* **PROBLEM**: Scan the listing below for "place", then report every line that has it.

++++ TASK INPUTS

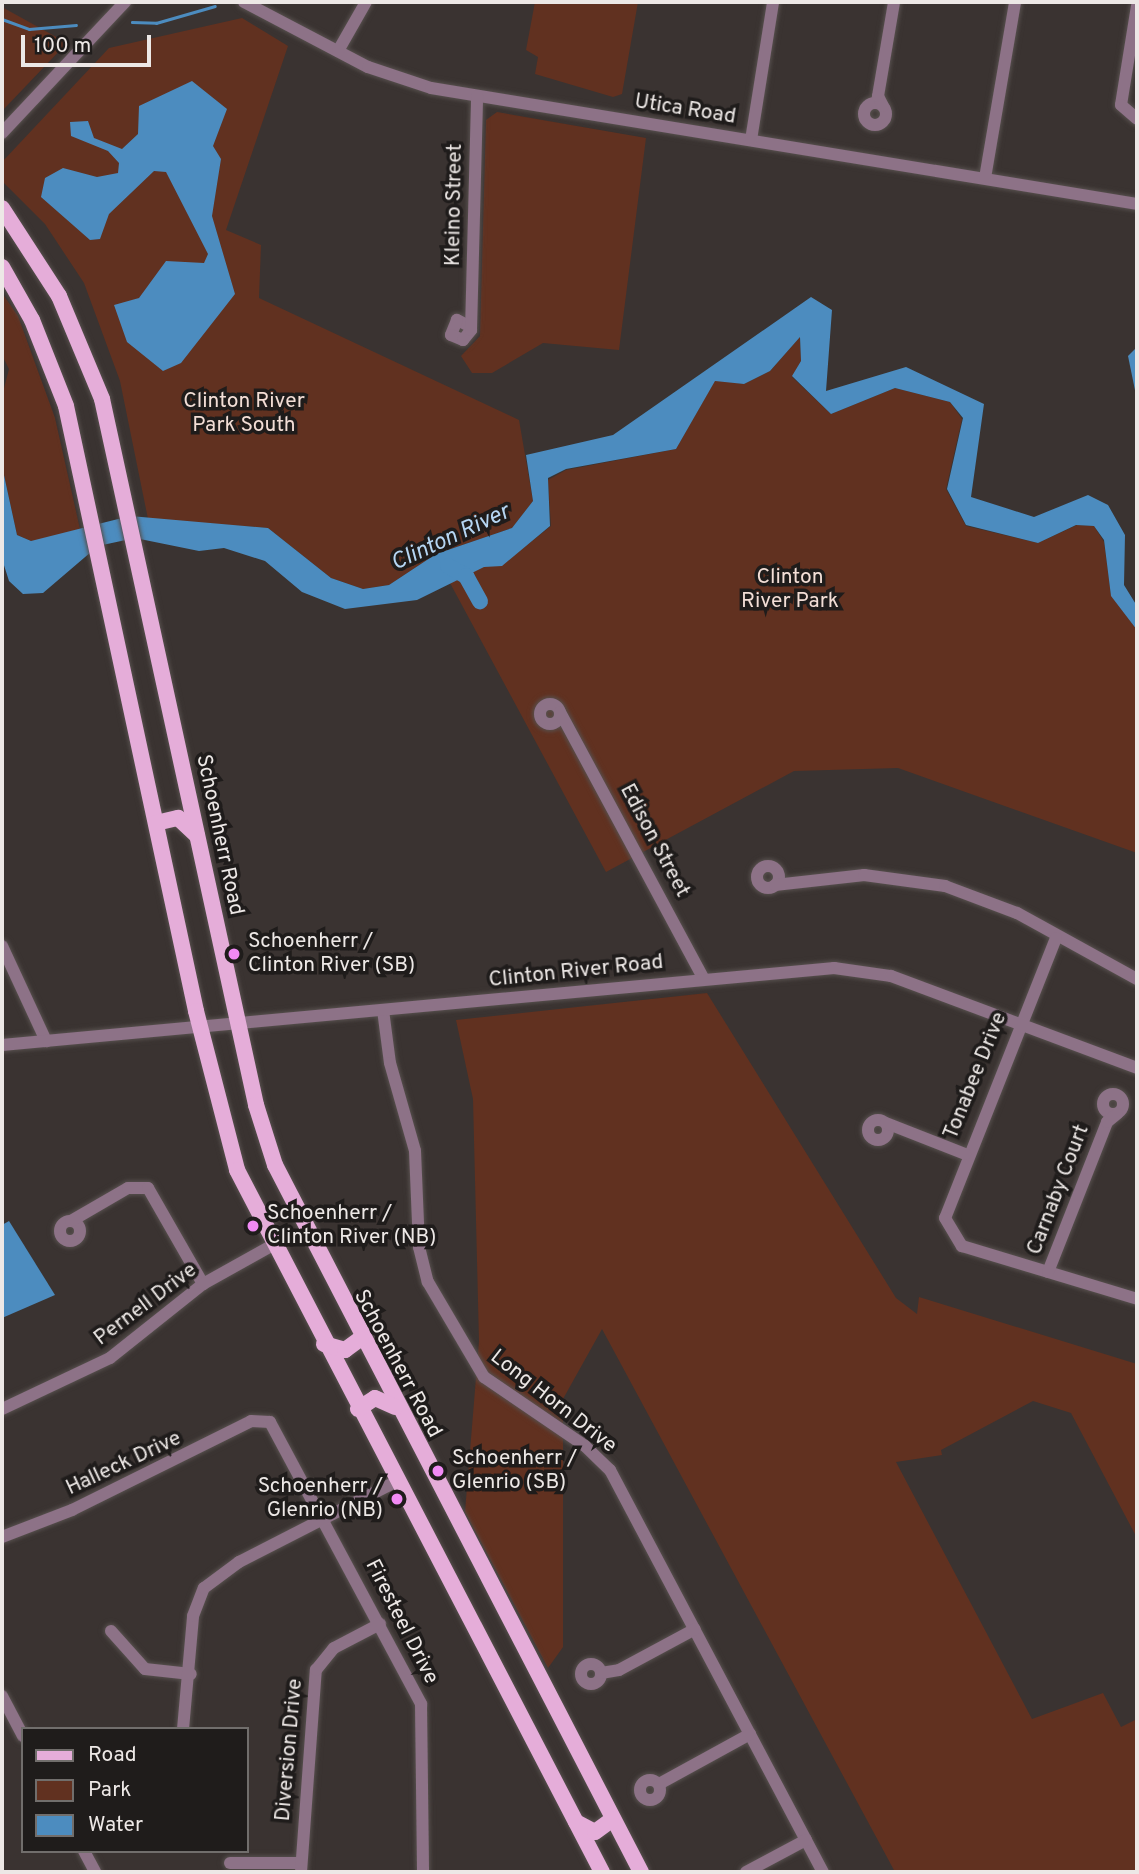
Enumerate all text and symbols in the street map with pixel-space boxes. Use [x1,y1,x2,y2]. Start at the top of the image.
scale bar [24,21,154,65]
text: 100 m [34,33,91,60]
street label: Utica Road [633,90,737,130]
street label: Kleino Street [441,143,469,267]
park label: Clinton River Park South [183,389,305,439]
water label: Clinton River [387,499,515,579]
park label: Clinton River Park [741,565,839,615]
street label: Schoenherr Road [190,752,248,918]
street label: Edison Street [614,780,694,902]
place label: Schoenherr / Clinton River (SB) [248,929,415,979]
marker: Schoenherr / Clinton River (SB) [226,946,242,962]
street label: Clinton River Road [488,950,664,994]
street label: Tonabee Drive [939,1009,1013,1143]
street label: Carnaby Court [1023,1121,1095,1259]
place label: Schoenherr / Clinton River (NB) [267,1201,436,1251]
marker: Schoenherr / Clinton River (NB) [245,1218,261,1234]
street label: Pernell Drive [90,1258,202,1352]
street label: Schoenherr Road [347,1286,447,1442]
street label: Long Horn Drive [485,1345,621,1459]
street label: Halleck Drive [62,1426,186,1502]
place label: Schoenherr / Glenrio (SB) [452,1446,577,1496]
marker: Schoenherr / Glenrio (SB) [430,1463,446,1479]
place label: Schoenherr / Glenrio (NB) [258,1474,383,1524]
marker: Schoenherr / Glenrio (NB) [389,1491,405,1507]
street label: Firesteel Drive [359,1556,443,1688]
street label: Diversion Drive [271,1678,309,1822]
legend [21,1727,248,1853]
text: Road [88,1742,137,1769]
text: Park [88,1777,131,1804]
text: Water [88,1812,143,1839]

++++++++

* **TASK RESPONSE**:
place label: Schoenherr / Clinton River (SB) [248,929,415,979]
place label: Schoenherr / Clinton River (NB) [267,1201,436,1251]
place label: Schoenherr / Glenrio (SB) [452,1446,577,1496]
place label: Schoenherr / Glenrio (NB) [258,1474,383,1524]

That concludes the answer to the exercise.